Excerpts from a dataset
-=-=-

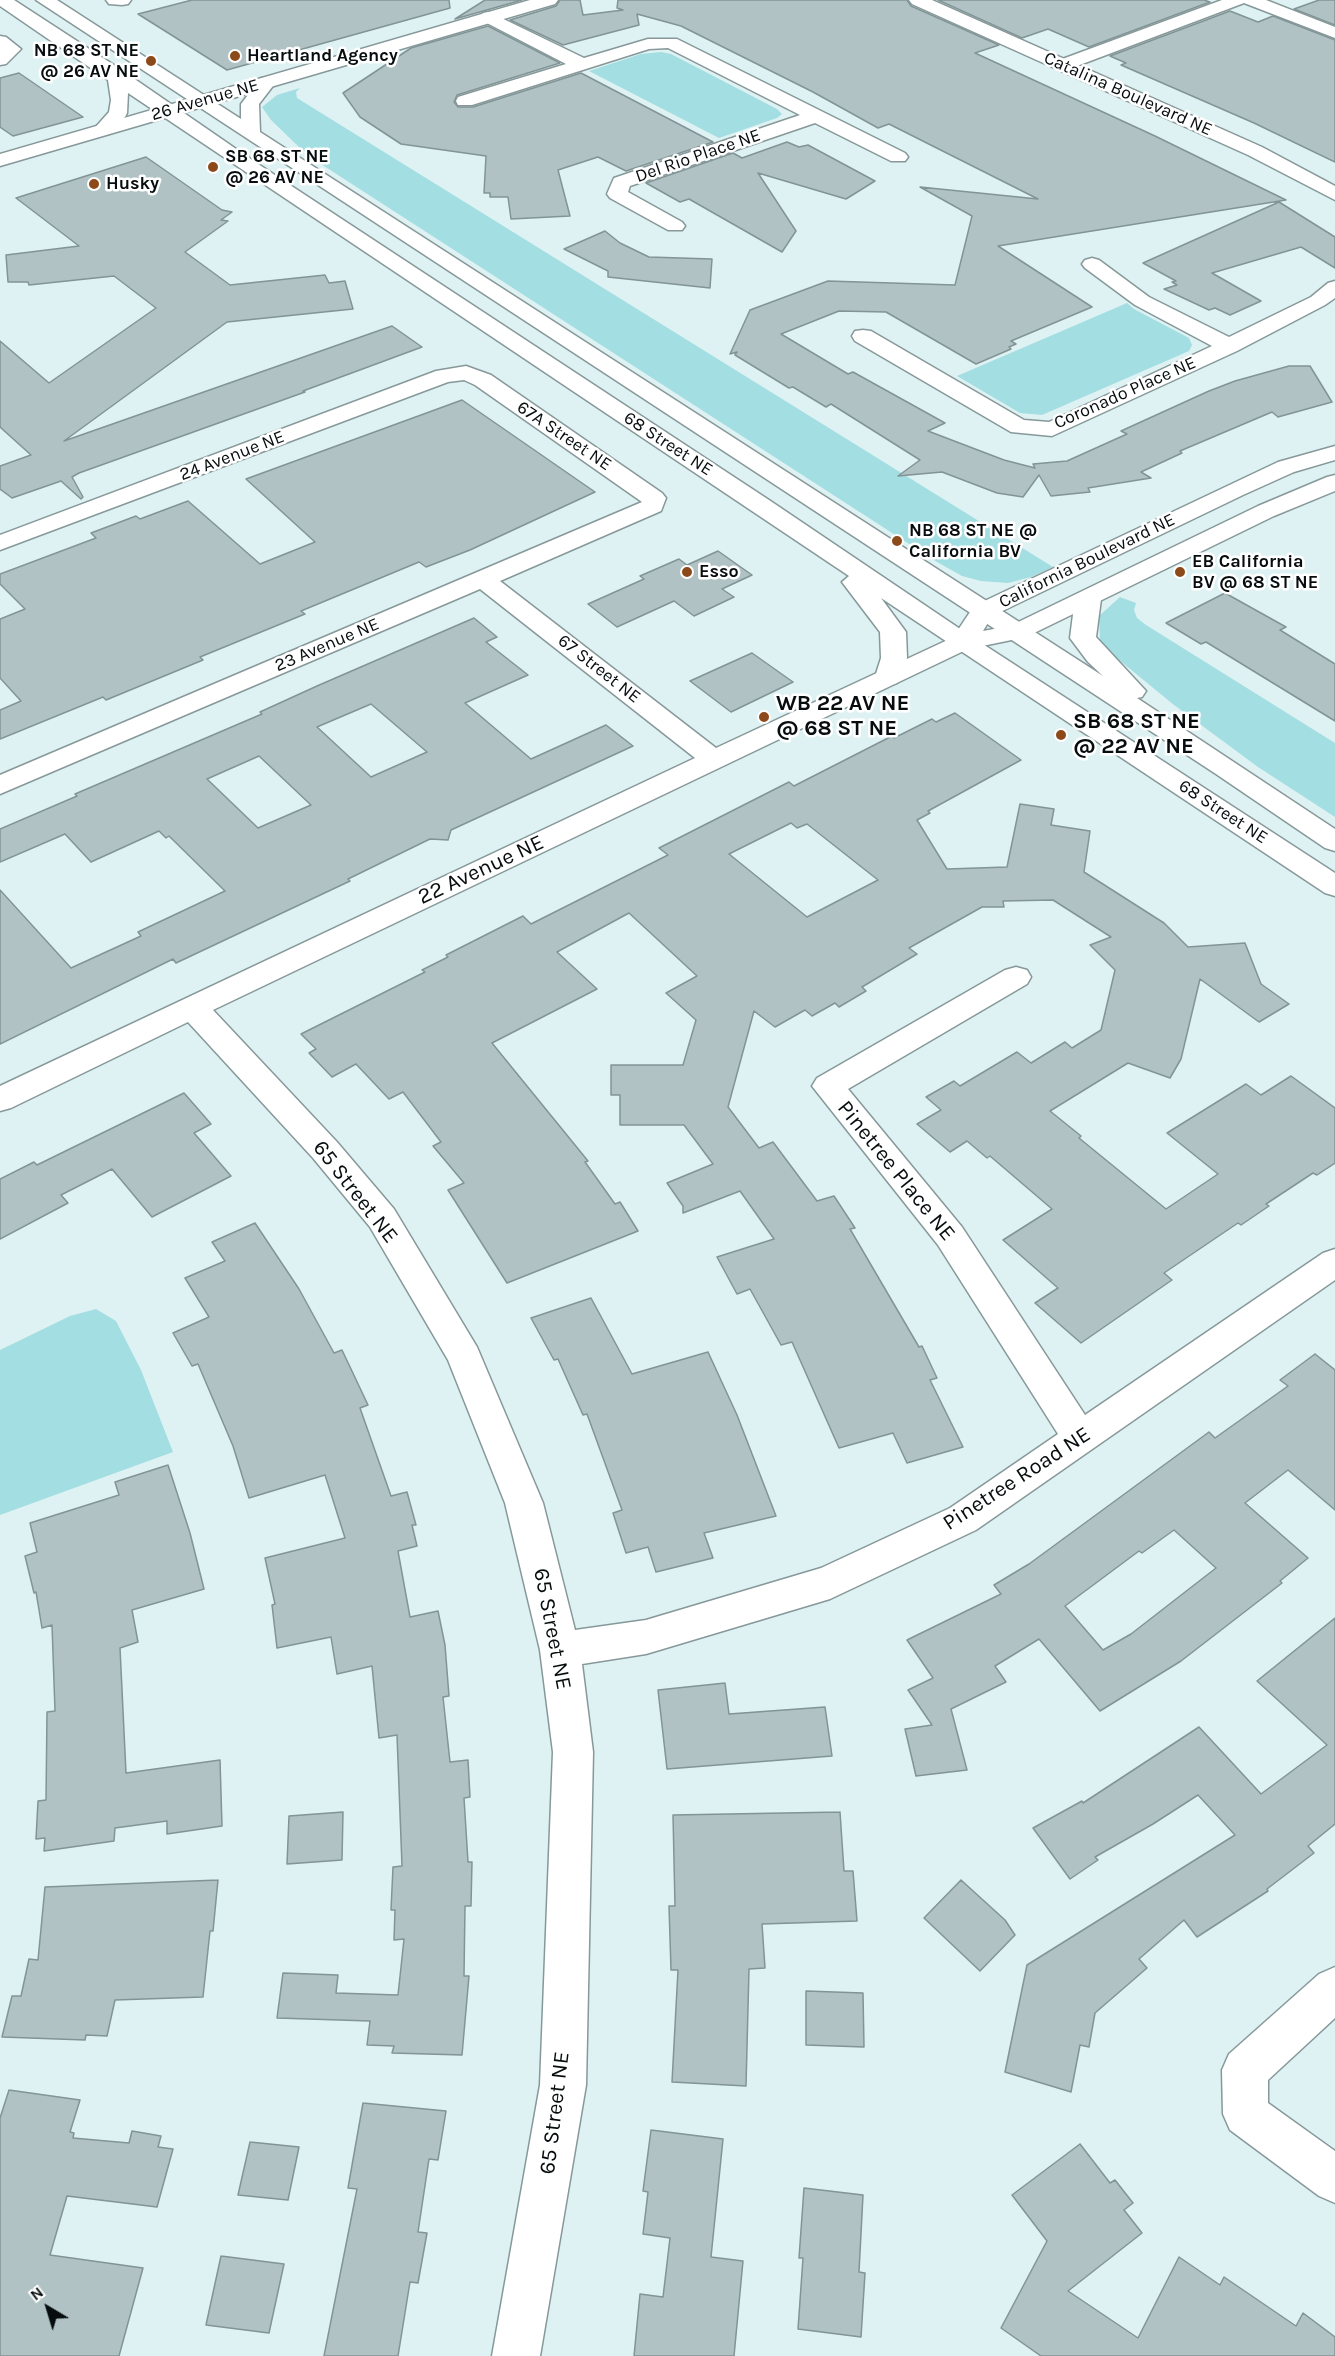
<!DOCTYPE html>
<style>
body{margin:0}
#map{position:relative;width:1335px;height:2356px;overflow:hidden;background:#dff2f3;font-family:Karla,sans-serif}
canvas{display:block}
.north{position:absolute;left:18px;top:2278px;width:60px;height:60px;-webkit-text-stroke:4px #fff;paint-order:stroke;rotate:322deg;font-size:16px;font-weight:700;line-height:24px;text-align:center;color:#070d0e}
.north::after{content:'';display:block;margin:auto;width:21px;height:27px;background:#070d0e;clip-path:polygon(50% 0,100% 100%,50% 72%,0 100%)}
</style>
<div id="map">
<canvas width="1335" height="2356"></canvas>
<div class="north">N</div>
</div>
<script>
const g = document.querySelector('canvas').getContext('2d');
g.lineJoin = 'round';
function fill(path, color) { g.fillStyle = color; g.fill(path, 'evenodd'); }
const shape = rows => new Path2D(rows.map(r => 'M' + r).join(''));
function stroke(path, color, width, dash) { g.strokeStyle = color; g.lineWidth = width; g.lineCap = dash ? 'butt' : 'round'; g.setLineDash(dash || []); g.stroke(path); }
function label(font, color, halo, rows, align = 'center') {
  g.font = font + ' Karla,sans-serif'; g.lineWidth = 5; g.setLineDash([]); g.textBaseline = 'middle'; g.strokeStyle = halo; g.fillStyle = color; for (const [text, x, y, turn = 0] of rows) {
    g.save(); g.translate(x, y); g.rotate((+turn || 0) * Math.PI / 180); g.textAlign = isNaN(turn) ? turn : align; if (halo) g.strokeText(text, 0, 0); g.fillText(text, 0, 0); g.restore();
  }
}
fill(shape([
 [661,52,671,54,777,109,782,114,777,118,719,138,589,71,641,54],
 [300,88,296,92,297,98,1053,567,1031,577,1008,583,981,581,962,576,937,562,324,166,299,147,271,120,262,107,277,95],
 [1127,303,1134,309,1189,338,1192,345,1189,351,1042,415,1020,413,957,376],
 [1120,597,1136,603,1134,610,1137,618,1146,625,1335,743,1335,817,1258,767,1174,705,1113,655,1100,640,1099,616],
 [96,1309,116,1321,141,1370,173,1452,0,1515,0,1350,70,1316]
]), '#a3dee2');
const building = shape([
 [192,0,449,0,450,8,227,70,138,14,192,0],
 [485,0,522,0,455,19,485,0],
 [560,0,580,0,583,15,623,10,617,8,618,0,907,0,911,6,999,45,975,53,1155,136,1286,200,998,246,1092,307,1011,341,1016,344,1009,347,1011,349,976,364,886,312,839,311,781,334,848,374,853,372,945,423,928,431,1004,460,1035,468,1033,464,1067,461,1127,434,1121,431,1209,391,1235,381,1289,366,1310,366,1332,402,1278,417,1272,412,1180,451,1182,453,1141,472,1151,478,1088,488,1090,492,1051,496,1039,475,1023,497,997,493,942,472,898,476,920,460,831,404,826,407,793,387,789,388,735,355,737,352,730,354,750,310,828,281,955,285,972,216,920,187,1038,199,889,124,878,128,813,92,681,26,637,14,639,25,563,45,510,20,556,6,560,0],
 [938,0,1204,0,1210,2,1089,47,1048,29,1022,38,938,0],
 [1319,0,1335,0,1335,25,1294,9,1319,0],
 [1230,11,1258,22,1273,16,1335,40,1335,162,1254,123,1121,65,1126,63,1110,56,1230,11],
 [488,26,560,63,457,95,454,102,458,107,473,107,581,73,713,142,626,171,598,157,558,170,570,216,511,219,508,197,490,197,490,193,484,193,486,156,401,144,360,117,343,93,411,48,488,26],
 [19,73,83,117,13,136,0,127,0,78,19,73],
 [787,142,799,147,808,145,875,181,846,199,758,173,796,231,782,252,689,199,680,202,646,183,733,153,742,158,787,142],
 [146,157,222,210,232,212,221,220,228,221,185,252,230,285,325,275,329,283,345,281,353,309,227,322,64,441,392,326,422,347,303,391,305,392,79,473,72,477,83,497,81,499,61,481,12,498,0,489,0,466,31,455,0,427,0,341,49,383,156,308,114,276,29,285,28,282,8,282,6,255,79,246,16,198,146,157],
 [1279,202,1335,237,1335,268,1301,247,1212,273,1261,301,1230,315,1215,308,1209,310,1164,289,1177,285,1172,282,1176,281,1143,263,1279,202],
 [605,231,620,243,649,257,712,259,710,288,608,277,608,271,564,249,605,231],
 [462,400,595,492,470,550,426,567,419,562,301,611,305,614,200,657,203,660,106,700,103,697,0,739,0,710,21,701,0,678,0,619,25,609,0,584,0,574,96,538,91,533,136,516,140,519,188,501,260,564,315,542,246,479,462,400],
 [718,551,752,575,722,589,734,597,694,616,674,601,617,627,588,604,644,579,640,576,679,559,687,565,718,551],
 [1225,593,1286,627,1280,630,1335,664,1335,721,1206,642,1201,644,1166,623,1225,593],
 [474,618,497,637,486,642,528,675,465,703,531,759,606,725,633,746,451,830,448,840,430,839,348,879,350,881,176,963,173,959,0,1044,0,890,71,968,141,936,138,932,225,891,169,836,166,838,159,831,91,862,65,834,0,862,0,829,77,796,75,794,262,714,260,712,317,686,474,618],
 [371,704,427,752,371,777,317,727,371,704],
 [259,756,311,805,258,828,207,779,259,756],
 [752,653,793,682,731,712,690,681,752,653],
 [955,713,1021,760,928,811,930,813,917,820,947,869,1007,867,1020,804,1054,809,1051,825,1090,831,1084,872,1164,923,1188,947,1245,943,1261,984,1289,1004,1259,1022,1200,979,1181,1059,1170,1078,1128,1063,1050,1111,1081,1136,1079,1138,1166,1209,1218,1174,1167,1133,1246,1084,1261,1095,1291,1076,1335,1108,1335,1163,1317,1175,1313,1173,1266,1204,1269,1206,1241,1225,1238,1223,1164,1273,1172,1280,1081,1343,1035,1303,1058,1288,1003,1240,1052,1209,990,1156,987,1158,967,1141,950,1152,917,1124,941,1110,926,1097,954,1081,960,1086,1017,1052,1031,1063,1065,1042,1072,1048,1101,1030,1115,970,1090,945,1111,937,1053,900,1003,901,1004,907,982,907,909,948,917,954,862,987,866,991,839,1007,835,1003,812,1016,805,1010,775,1027,754,1011,728,1107,759,1148,773,1142,817,1201,834,1196,855,1228,850,1229,919,1347,922,1346,937,1378,930,1380,963,1447,907,1463,893,1433,839,1448,792,1342,781,1345,750,1289,737,1294,717,1257,774,1239,740,1191,683,1213,683,1206,667,1183,713,1164,684,1125,620,1125,620,1095,611,1095,611,1065,683,1065,696,1020,666,993,697,976,629,913,557,952,597,989,492,1043,588,1161,585,1162,615,1204,620,1202,638,1231,507,1283,448,1190,464,1183,433,1146,441,1142,403,1092,389,1099,356,1064,332,1077,309,1053,316,1049,301,1034,425,972,422,970,448,957,446,955,523,916,531,924,668,855,659,848,789,782,794,786,892,736,894,738,932,719,936,722,955,713],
 [791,823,797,828,807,824,878,880,807,917,729,854,791,823],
 [184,1093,211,1124,194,1133,231,1176,152,1217,112,1169,61,1195,68,1203,0,1239,0,1179,34,1162,37,1165,184,1093],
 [255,1223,299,1289,334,1353,342,1350,368,1405,360,1408,391,1496,407,1492,416,1525,412,1525,417,1546,398,1551,410,1617,438,1611,445,1645,449,1696,443,1697,450,1762,468,1760,470,1797,464,1798,468,1862,472,1862,471,1906,465,1906,464,1976,469,1976,462,2055,392,2053,394,2046,367,2045,370,2021,277,2018,283,1973,338,1975,336,1993,398,1995,404,1939,394,1940,395,1910,391,1910,393,1867,402,1866,397,1735,379,1738,372,1666,337,1674,331,1637,277,1648,272,1605,275,1604,265,1558,345,1538,325,1475,249,1498,233,1446,198,1364,192,1366,173,1333,209,1317,185,1278,225,1261,212,1242,255,1223],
 [591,1298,632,1374,708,1352,737,1415,776,1516,704,1533,713,1558,656,1572,648,1547,626,1553,613,1513,622,1510,587,1414,583,1415,558,1359,554,1360,531,1318,591,1298],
 [1315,1354,1335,1370,1335,1510,1288,1470,1245,1503,1308,1558,1280,1581,1282,1583,1181,1661,1100,1711,1039,1639,995,1666,1006,1682,951,1709,967,1770,916,1776,905,1729,932,1725,908,1690,933,1678,907,1640,1001,1594,994,1585,1029,1564,1209,1432,1215,1438,1288,1386,1280,1380,1315,1354],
 [1174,1530,1216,1568,1131,1634,1103,1650,1065,1606,1139,1551,1142,1553,1174,1530],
 [168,1465,190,1533,204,1589,132,1610,138,1642,120,1648,126,1773,220,1760,222,1826,167,1834,167,1821,115,1828,114,1841,44,1851,45,1838,36,1839,38,1801,46,1800,47,1712,55,1711,52,1625,42,1628,36,1592,34,1593,25,1556,37,1552,30,1523,119,1495,115,1482,168,1465],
 [1335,1618,1335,1824,1308,1846,1314,1853,1267,1889,1268,1891,1197,1937,1184,1920,1139,1959,1147,1968,1095,2013,1089,2047,1080,2045,1071,2092,1005,2072,1027,1965,1235,1835,1198,1795,1153,1824,1095,1857,1098,1860,1070,1879,1033,1828,1082,1801,1083,1803,1199,1727,1261,1794,1327,1745,1257,1681,1335,1618],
 [725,1683,729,1714,825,1707,832,1756,667,1769,658,1690,725,1683],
 [343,1812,342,1860,287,1864,289,1816,343,1812],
 [840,1812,844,1871,853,1871,857,1921,762,1924,765,1968,749,1969,746,2086,672,2082,678,1970,671,1970,669,1906,675,1906,673,1815,840,1812],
 [218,1880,213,1931,210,1931,203,1997,115,2000,107,2036,86,2035,85,2040,2,2037,12,1996,21,1996,29,1959,38,1960,45,1887,218,1880],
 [961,1880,1005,1920,1015,1935,980,1971,924,1918,961,1880],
 [806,1991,863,1993,864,2047,806,2045,806,1991],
 [9,2090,80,2100,70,2132,74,2133,73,2138,129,2143,132,2131,161,2136,158,2147,173,2149,157,2207,67,2196,50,2255,143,2268,119,2356,0,2356,0,2118,9,2090],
 [363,2103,446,2111,438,2160,429,2159,418,2232,427,2233,418,2283,410,2282,398,2356,324,2356,357,2189,348,2188,363,2103],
 [651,2130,723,2139,711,2257,743,2261,734,2356,634,2356,640,2294,663,2297,670,2238,643,2234,648,2192,643,2191,651,2130],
 [250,2142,299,2147,288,2200,238,2195,250,2142],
 [1080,2144,1110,2183,1115,2180,1133,2203,1124,2210,1142,2233,1068,2291,1138,2338,1179,2257,1220,2285,1224,2277,1296,2326,1303,2313,1335,2337,1335,2356,1041,2356,1001,2328,1047,2241,1012,2195,1080,2144],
 [804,2188,863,2195,859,2272,865,2273,861,2337,798,2329,803,2258,799,2258,804,2188],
 [221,2256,284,2264,269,2333,206,2325,221,2256]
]);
fill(building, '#b0c2c4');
stroke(building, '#829495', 1.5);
const minor = shape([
 [106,0,131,0,128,4,122,5,109,4,106,0],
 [1222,0,1266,0,1335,27,1335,38,1244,3,1069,69,1057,69,1054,65,1057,61,1222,0],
 [489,12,584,58,648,39,677,39,905,153,908,157,905,161,891,161,815,123,630,186,628,192,682,222,685,226,682,230,668,230,610,198,607,194,614,178,800,115,668,48,649,49,472,105,458,105,456,101,458,97,566,64,483,21,480,17,483,13,489,12],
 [0,36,6,37,21,49,6,64,0,65,0,36],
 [1092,258,1099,260,1149,297,1229,337,1311,297,1328,283,1335,281,1335,298,1325,305,1237,351,1052,436,1011,432,855,341,852,336,855,331,863,330,871,331,1024,420,1049,422,1212,346,1135,305,1085,268,1082,264,1085,260,1092,258],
 [466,366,491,375,662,493,666,498,661,511,500,581,716,748,954,637,963,634,972,637,976,642,972,647,213,1010,337,1142,394,1209,477,1347,543,1503,575,1630,646,1620,821,1568,950,1508,1058,1434,938,1245,812,1086,817,1078,1005,970,1016,967,1027,970,1031,977,1027,984,848,1089,962,1227,1085,1415,1323,1253,1335,1249,1335,1280,976,1530,830,1599,646,1654,582,1664,593,1752,586,2085,540,2356,492,2356,540,2085,553,1752,540,1650,505,1503,448,1360,370,1227,313,1158,188,1022,11,1108,0,1111,0,1086,695,758,480,589,0,794,0,775,642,502,475,385,464,380,448,382,0,550,0,535,436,371,466,366],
 [1335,1967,1335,2018,1268,2080,1268,2103,1335,2151,1335,2203,1319,2196,1230,2130,1223,2114,1222,2070,1229,2054,1319,1974,1335,1967]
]);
const tertiary = shape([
 [530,0,558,0,555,4,0,166,0,154,530,0],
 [909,0,932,0,1262,147,1335,186,1335,200,1248,155,912,4,909,0],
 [1335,446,1335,460,1294,472,1243,495,992,616,983,631,1010,626,1258,506,1327,477,1335,475,1335,491,1274,516,1026,637,963,650,954,647,950,642,974,606,1278,462,1335,446]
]);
const secondary = shape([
 [0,0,14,0,123,71,255,162,769,500,972,637,1335,873,1335,896,1325,893,881,598,906,632,907,658,897,683,888,685,879,683,875,677,881,658,880,632,842,582,849,576,128,93,127,113,125,117,109,134,95,134,93,130,109,112,111,100,108,80,0,6,0,0],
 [36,0,57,0,241,119,241,104,261,78,273,78,276,82,259,104,260,132,1103,676,1088,662,1070,638,1075,599,1079,594,1088,591,1097,594,1101,599,1096,637,1146,691,1142,697,1137,698,1335,829,1335,851,1325,848,1216,774,36,0]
]);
stroke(minor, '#869899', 3);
stroke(tertiary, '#869899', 3);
stroke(secondary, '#869899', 3);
fill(minor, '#fff');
fill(tertiary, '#fff');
fill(secondary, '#fff');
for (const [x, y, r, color] of [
 [235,56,6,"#8c4919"],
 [151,61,6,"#8c4919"],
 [213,167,6,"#8c4919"],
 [94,184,6,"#8c4919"],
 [897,541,6,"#8c4919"],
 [687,572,6,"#8c4919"],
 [1180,572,6,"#8c4919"],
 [764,717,6,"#8c4919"],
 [1061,735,6,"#8c4919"]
]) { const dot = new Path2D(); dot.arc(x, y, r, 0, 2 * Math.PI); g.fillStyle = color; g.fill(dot); stroke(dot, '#fff', 2); }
label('bold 18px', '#070d0e', '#fff', [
 ["NB 68 ST NE",139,51,"right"],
 ["@ 26 AV NE",139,72,"right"],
 ["Heartland Agency",247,56],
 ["SB 68 ST NE",225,157],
 ["@ 26 AV NE",225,178],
 ["Husky",106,184],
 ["NB 68 ST NE @",909,531],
 ["California BV",909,552],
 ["EB California",1192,562],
 ["BV @ 68 ST NE",1192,583],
 ["Esso",699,572]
], 'left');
label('18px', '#070d0e', '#fff', [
 ["Catalina Boulevard NE",1128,94,24],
 ["26 Avenue NE",205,100,-16],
 ["Del Rio Place NE",698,156,-19],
 ["Coronado Place NE",1125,393,-24],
 ["67A Street NE",564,436,34],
 ["68 Street NE",668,444,33],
 ["24 Avenue NE",232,456,-21],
 ["California Boulevard NE",1087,561,-26],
 ["23 Avenue NE",327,645,-23],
 ["67 Street NE",599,669,38],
 ["68 Street NE",1223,812,33]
]);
label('bold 22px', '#070d0e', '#fff', [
 ["WB 22 AV NE",776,704],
 ["@ 68 ST NE",776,729],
 ["SB 68 ST NE",1073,722],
 ["@ 22 AV NE",1073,747]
], 'left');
label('22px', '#070d0e', '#fff', [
 ["22 Avenue NE",481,870,-25],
 ["Pinetree Place NE",896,1171,51],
 ["65 Street NE",355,1192,52],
 ["Pinetree Road NE",1017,1479,-33],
 ["65 Street NE",552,1629,79],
 ["65 Street NE",555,2113,-83]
]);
</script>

-=-=-

→ **Aim of the task**
Check every line above for the string "function" and state how many have it, with no other words.

→ **Result**
3